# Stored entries
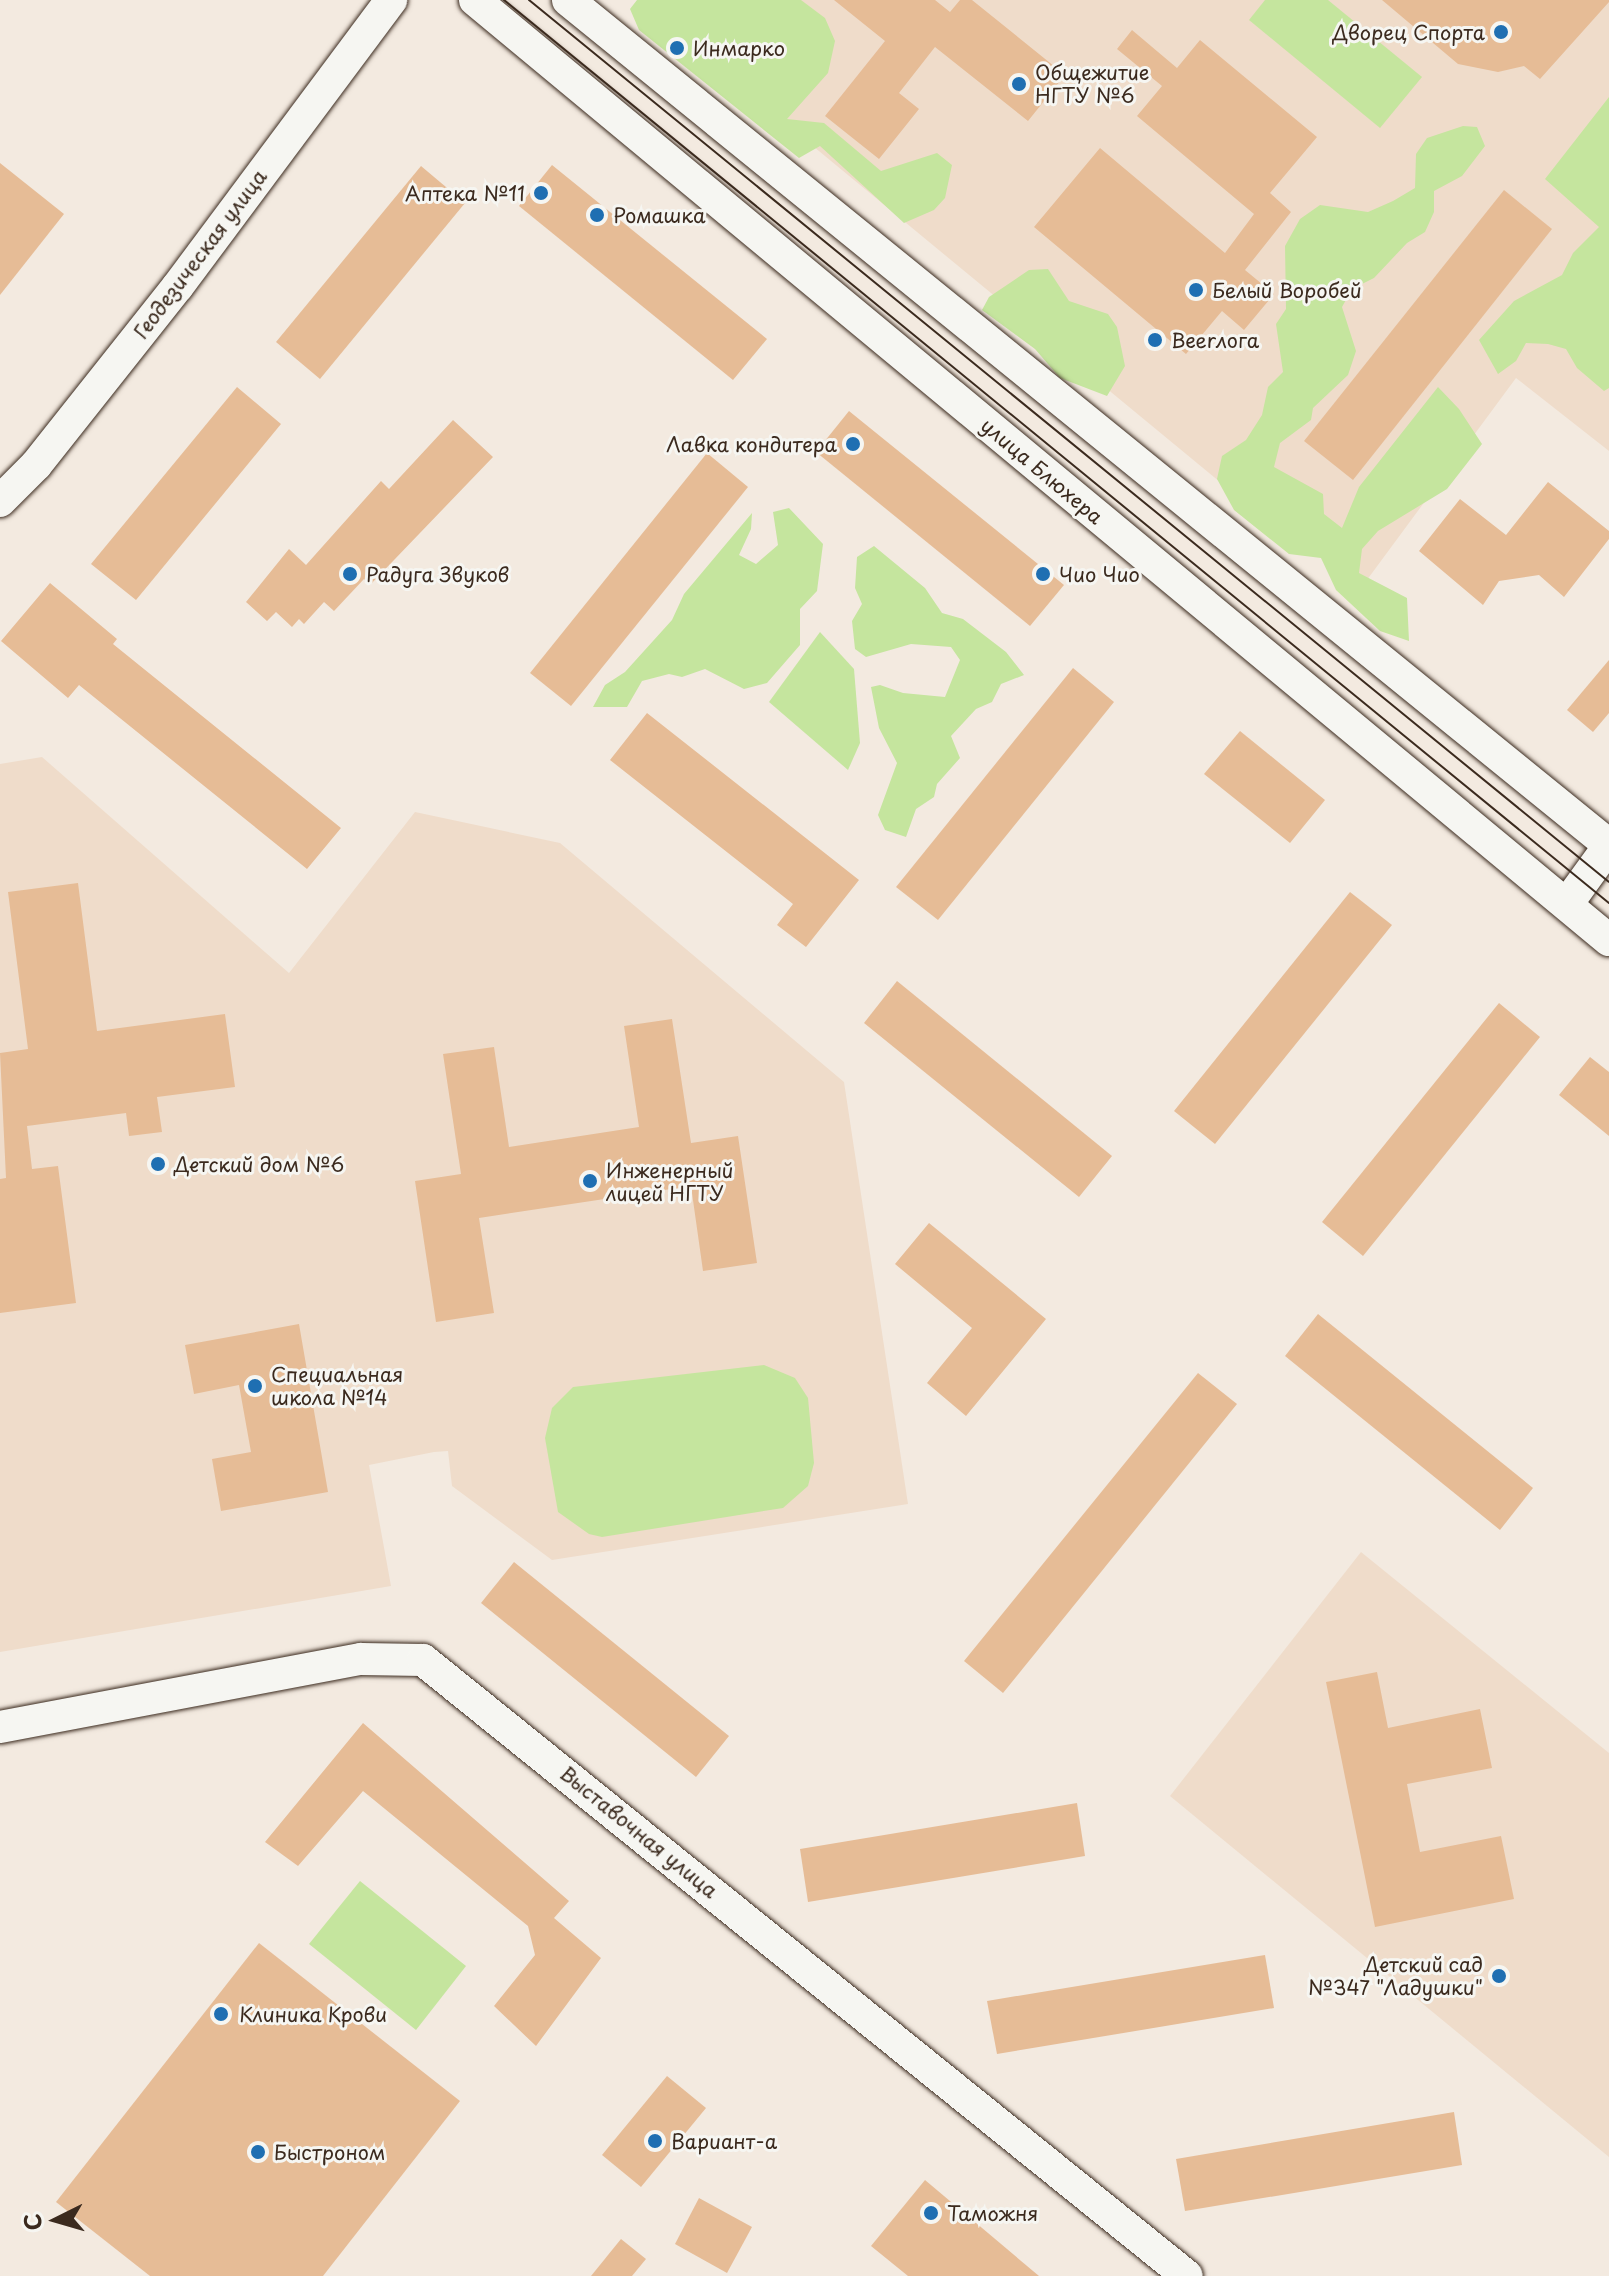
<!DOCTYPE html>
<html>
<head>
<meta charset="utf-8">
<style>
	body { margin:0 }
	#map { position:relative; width:1609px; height:2276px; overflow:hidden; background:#f3eae0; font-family:"Playpen Sans",sans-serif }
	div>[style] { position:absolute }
	.built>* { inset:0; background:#efdcca }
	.green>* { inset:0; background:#c5e59e }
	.building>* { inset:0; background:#e6bc96 }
	.roads { filter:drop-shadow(0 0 2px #3b2a1e) drop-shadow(0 0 2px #3b2a1e) }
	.minor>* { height:32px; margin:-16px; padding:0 16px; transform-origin:16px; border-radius:16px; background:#f6f6f2 }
	.tram>* { height:2px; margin:-1px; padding:0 1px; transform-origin:1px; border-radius:1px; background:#3b2a1e }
	.dots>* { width:22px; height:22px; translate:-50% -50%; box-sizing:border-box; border:4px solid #f6f6f2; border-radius:50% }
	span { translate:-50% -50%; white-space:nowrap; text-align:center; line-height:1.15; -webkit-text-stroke:6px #f6f6f2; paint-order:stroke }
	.poi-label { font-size:20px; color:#3b2a1e }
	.right { translate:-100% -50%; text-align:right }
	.left { translate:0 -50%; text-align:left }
	.street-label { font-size:20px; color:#3b2a1e }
	.north { position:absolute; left:16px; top:2180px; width:80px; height:80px; -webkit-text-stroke:6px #f6f6f2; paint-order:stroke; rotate:265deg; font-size:22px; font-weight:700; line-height:32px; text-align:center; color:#3b2a1e }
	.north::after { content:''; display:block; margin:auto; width:28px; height:36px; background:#3b2a1e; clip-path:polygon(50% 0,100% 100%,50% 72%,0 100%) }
</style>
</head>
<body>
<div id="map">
	<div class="built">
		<div style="clip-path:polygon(677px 0,1609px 0,1609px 451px,1516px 378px,1361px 588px,1220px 482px,694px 48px)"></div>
		<div style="clip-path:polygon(42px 757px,289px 973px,415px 812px,560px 843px,844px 1082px,908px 1504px,552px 1560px,452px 1486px,448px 1451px,434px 1452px,369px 1465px,391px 1586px,0 1652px,0 764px)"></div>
		<div style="clip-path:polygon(1361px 1552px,1609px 1753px,1609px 2157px,1170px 1796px)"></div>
	</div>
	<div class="green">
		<div style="clip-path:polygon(637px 0,801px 0,825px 18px,835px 41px,828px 73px,787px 119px,824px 123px,881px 171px,937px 153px,952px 165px,945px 198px,934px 210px,904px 223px,820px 146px,799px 158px,639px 30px,630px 9px)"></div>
		<div style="clip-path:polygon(1265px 0,1328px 0,1422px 77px,1380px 128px,1249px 20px)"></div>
		<div style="clip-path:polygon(1609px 97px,1609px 388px,1604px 391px,1577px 368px,1566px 349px,1548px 344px,1526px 343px,1516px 361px,1498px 374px,1479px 340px,1514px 301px,1562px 275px,1573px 253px,1599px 227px,1545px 179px)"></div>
		<div style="clip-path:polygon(1463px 126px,1477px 127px,1485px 146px,1462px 176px,1434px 191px,1434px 212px,1425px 232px,1407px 243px,1374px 278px,1352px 289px,1342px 307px,1356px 351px,1348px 375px,1313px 408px,1311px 420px,1280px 443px,1274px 467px,1323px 494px,1324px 514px,1342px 528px,1359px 487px,1438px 387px,1459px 409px,1482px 444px,1447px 489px,1378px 531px,1362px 549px,1359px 573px,1407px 598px,1409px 641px,1380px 631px,1336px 590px,1321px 558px,1289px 554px,1234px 510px,1217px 479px,1222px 456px,1246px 440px,1262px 415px,1268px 387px,1283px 372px,1276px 324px,1286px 309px,1285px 246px,1300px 219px,1320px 205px,1368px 212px,1393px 201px,1415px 188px,1416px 154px,1427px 138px)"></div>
		<div style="clip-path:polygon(1048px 269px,1069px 301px,1108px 314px,1117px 327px,1125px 366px,1107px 396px,1060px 378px,1035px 349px,982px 310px,989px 297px,1029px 270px)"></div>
		<div style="clip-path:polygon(789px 508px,823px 544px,817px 591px,800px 609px,800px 645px,767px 683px,744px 689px,705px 669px,682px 677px,669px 674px,642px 681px,627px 707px,593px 707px,605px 685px,625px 672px,672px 620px,684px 594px,752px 513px,751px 529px,739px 555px,756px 564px,778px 545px,773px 512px)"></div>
		<div style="clip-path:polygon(874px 546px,925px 588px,942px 613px,963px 619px,1006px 652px,1024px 675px,1001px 684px,992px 702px,976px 709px,951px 736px,960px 758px,937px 784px,934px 797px,916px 809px,906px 837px,885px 830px,878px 815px,897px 763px,879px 728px,871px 687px,880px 685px,903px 693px,945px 697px,960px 660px,951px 647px,911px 644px,866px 657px,855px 649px,852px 621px,862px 604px,855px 588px,857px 557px)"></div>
		<div style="clip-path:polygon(820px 632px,854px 669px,860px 743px,848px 770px,769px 702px)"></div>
		<div style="clip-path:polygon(764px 1365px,795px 1378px,808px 1398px,814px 1463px,808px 1486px,783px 1508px,602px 1537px,589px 1534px,558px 1512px,545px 1438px,552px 1408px,573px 1387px)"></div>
		<div style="clip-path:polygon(360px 1881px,466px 1966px,416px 2030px,309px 1944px)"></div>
	</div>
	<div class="building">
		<div style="clip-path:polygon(834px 0,935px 0,950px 12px,960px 0,972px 0,1065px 75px,1028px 121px,935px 47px,899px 93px,919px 109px,879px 159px,825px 116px,885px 41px)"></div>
		<div style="clip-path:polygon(1382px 0,1609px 0,1609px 2px,1540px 79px,1524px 66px,1498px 72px,1458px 64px)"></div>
		<div style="clip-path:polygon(1132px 30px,1177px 68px,1200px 40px,1317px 137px,1270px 193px,1291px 212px,1245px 270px,1274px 294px,1244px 330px,1222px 311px,1186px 354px,1034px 227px,1100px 148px,1225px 253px,1254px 214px,1137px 116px,1162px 86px,1117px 49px)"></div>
		<div style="clip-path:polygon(0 163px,64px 214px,0 295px)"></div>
		<div style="clip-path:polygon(552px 165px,767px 339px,733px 380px,519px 206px)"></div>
		<div style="clip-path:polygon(421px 166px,465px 203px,320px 379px,276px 342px)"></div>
		<div style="clip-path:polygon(1504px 190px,1552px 229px,1353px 480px,1304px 441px)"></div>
		<div style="clip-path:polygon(237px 387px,281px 424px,136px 600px,91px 564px)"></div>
		<div style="clip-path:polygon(849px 411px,1064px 585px,1030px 626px,816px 452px)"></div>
		<div style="clip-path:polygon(453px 420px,493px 457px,370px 585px,364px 579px,334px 611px,324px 602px,304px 624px,299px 619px,292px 627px,276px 612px,267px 621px,246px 602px,289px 549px,306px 565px,381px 481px,389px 489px)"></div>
		<div style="clip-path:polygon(707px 453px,748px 487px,571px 706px,530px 673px)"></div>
		<div style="clip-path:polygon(1548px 482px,1609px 531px,1609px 539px,1564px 597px,1539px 575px,1499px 581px,1483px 605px,1419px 551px,1460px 499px,1506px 535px)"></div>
		<div style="clip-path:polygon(50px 583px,117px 639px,113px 644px,341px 828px,307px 869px,79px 685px,68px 698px,1px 641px)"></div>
		<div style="clip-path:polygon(1609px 660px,1609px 713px,1593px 732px,1567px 710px)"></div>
		<div style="clip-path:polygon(1073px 668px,1114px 702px,938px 920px,896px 887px)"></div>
		<div style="clip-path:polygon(647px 713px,859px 880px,806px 947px,777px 925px,793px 904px,610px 760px)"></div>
		<div style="clip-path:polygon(1240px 731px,1325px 800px,1290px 843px,1204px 774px)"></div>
		<div style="clip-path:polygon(78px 883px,97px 1031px,225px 1014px,235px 1087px,157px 1097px,162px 1132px,129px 1136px,126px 1113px,27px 1126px,32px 1169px,58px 1166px,76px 1303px,0 1313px,0 1179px,6px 1178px,0 1053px,28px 1049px,8px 892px)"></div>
		<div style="clip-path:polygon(1350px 892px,1392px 925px,1215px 1144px,1174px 1111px)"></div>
		<div style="clip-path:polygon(897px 981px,1112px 1156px,1079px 1197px,864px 1023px)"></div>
		<div style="clip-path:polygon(1499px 1003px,1540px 1037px,1363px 1256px,1322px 1222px)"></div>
		<div style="clip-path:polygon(672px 1019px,691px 1143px,738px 1136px,757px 1263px,703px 1271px,691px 1186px,479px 1218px,494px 1313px,436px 1322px,415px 1181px,461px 1174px,443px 1054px,494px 1047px,509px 1147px,639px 1127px,624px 1026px)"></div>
		<div style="clip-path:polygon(1590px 1057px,1609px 1072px,1609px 1136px,1559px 1095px)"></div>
		<div style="clip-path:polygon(929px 1223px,1046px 1319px,966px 1416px,927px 1383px,972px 1328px,895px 1264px)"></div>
		<div style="clip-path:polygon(1318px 1314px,1533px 1488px,1500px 1530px,1285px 1356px)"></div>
		<div style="clip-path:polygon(299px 1324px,328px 1492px,221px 1511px,212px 1459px,251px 1452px,239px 1385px,194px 1394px,185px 1345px)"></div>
		<div style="clip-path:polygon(1198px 1373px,1237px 1404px,1003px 1693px,964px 1661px)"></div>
		<div style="clip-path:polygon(514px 1562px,729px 1736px,696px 1777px,481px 1603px)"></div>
		<div style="clip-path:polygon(1377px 1672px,1388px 1728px,1480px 1709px,1492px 1768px,1407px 1784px,1420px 1852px,1501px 1836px,1514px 1899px,1375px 1927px,1326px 1682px)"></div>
		<div style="clip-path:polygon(363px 1723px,569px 1901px,554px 1918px,601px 1958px,536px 2046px,494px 2006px,535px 1955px,528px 1926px,363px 1791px,298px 1866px,265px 1842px)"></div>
		<div style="clip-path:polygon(1077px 1803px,1085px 1856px,808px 1902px,800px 1849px)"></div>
		<div style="clip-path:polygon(259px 1943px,460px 2101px,323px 2276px,150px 2276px,56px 2202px)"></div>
		<div style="clip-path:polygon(1265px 1955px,1274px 2008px,997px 2054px,987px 2001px)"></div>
		<div style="clip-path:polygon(667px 2076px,706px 2108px,641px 2187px,602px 2155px)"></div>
		<div style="clip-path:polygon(1454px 2112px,1462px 2165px,1185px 2211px,1176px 2159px)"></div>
		<div style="clip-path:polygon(925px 2180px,1039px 2276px,908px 2276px,871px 2246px)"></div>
		<div style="clip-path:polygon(699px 2198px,752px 2227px,727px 2273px,675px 2244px)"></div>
		<div style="clip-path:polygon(621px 2239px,646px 2259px,632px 2276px,591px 2276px)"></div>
	</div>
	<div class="roads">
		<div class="minor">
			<div style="left:475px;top:0;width:1473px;rotate:39.66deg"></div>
			<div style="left:568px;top:0;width:1341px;rotate:39.07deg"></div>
			<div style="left:0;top:501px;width:51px;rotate:-45deg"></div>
			<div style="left:36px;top:465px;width:228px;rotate:-51.6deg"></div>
			<div style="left:178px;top:286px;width:357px;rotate:-53.3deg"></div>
			<div style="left:1567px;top:904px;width:72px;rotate:-54.1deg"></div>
			<div style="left:0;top:1727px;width:367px;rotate:-10.7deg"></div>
			<div style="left:361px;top:1659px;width:62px;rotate:0.9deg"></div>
			<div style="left:423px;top:1660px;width:981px;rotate:38.88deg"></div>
		</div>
	</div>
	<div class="tram">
		<div style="left:504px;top:0;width:1427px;rotate:39.26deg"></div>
		<div style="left:529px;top:0;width:1394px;rotate:39.24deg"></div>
	</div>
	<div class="dots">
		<div style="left:1501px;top:32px;background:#1f6fb2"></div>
		<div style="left:677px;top:48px;background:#1f6fb2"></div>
		<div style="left:1019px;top:84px;background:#1f6fb2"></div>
		<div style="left:541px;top:193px;background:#1f6fb2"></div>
		<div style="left:597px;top:215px;background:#1f6fb2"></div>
		<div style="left:1196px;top:290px;background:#1f6fb2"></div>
		<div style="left:1155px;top:340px;background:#1f6fb2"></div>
		<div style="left:853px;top:444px;background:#1f6fb2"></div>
		<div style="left:350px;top:574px;background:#1f6fb2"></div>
		<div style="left:1043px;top:574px;background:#1f6fb2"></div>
		<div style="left:158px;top:1164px;background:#1f6fb2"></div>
		<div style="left:590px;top:1181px;background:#1f6fb2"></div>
		<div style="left:255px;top:1386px;background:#1f6fb2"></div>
		<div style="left:1499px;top:1976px;background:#1f6fb2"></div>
		<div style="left:221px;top:2014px;background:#1f6fb2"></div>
		<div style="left:655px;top:2141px;background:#1f6fb2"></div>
		<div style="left:258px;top:2152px;background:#1f6fb2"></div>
		<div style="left:931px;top:2213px;background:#1f6fb2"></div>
	</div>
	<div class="poi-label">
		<span class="right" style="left:1485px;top:32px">Дворец Спорта</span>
		<span class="left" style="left:693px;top:48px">Инмарко</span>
		<span class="left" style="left:1035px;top:84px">Общежитие<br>НГТУ №6</span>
		<span class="right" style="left:525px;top:193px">Аптека №11</span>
		<span class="left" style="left:613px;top:215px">Ромашка</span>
		<span class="left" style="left:1212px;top:290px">Белый Воробей</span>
		<span class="left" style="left:1171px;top:340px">Beerлога</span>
		<span class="right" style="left:837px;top:444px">Лавка кондитера</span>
		<span class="left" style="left:366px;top:574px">Радуга Звуков</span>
		<span class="left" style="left:1059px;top:574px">Чио Чио</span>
		<span class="left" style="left:174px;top:1164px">Детский дом №6</span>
		<span class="left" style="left:606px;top:1182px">Инженерный<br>лицей НГТУ</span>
		<span class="left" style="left:271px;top:1386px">Специальная<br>школа №14</span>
		<span class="right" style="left:1483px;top:1976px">Детский сад<br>№347 "Ладушки"</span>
		<span class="left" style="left:239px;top:2014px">Клиника Крови</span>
		<span class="left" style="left:671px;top:2141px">Вариант-а</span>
		<span class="left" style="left:274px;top:2152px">Быстроном</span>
		<span class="left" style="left:947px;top:2213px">Таможня</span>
	</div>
	<div class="street-label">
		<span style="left:200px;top:254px;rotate:-53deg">Геодезическая улица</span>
		<span style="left:1042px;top:471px;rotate:40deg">улица Блюхера</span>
		<span style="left:639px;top:1832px;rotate:39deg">Выставочная улица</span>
	</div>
	<div class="north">С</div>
</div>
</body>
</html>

# EXERCISE BRIEF
Every line from the top of the entries through the line that holds "translate:-100% -50%; text-align:right" is to be quoted exactly, please, and nothing else; omit the pictures.

# RESULT BELOW
<!DOCTYPE html>
<html>
<head>
<meta charset="utf-8">
<style>
	body { margin:0 }
	#map { position:relative; width:1609px; height:2276px; overflow:hidden; background:#f3eae0; font-family:"Playpen Sans",sans-serif }
	div>[style] { position:absolute }
	.built>* { inset:0; background:#efdcca }
	.green>* { inset:0; background:#c5e59e }
	.building>* { inset:0; background:#e6bc96 }
	.roads { filter:drop-shadow(0 0 2px #3b2a1e) drop-shadow(0 0 2px #3b2a1e) }
	.minor>* { height:32px; margin:-16px; padding:0 16px; transform-origin:16px; border-radius:16px; background:#f6f6f2 }
	.tram>* { height:2px; margin:-1px; padding:0 1px; transform-origin:1px; border-radius:1px; background:#3b2a1e }
	.dots>* { width:22px; height:22px; translate:-50% -50%; box-sizing:border-box; border:4px solid #f6f6f2; border-radius:50% }
	span { translate:-50% -50%; white-space:nowrap; text-align:center; line-height:1.15; -webkit-text-stroke:6px #f6f6f2; paint-order:stroke }
	.poi-label { font-size:20px; color:#3b2a1e }
	.right { translate:-100% -50%; text-align:right }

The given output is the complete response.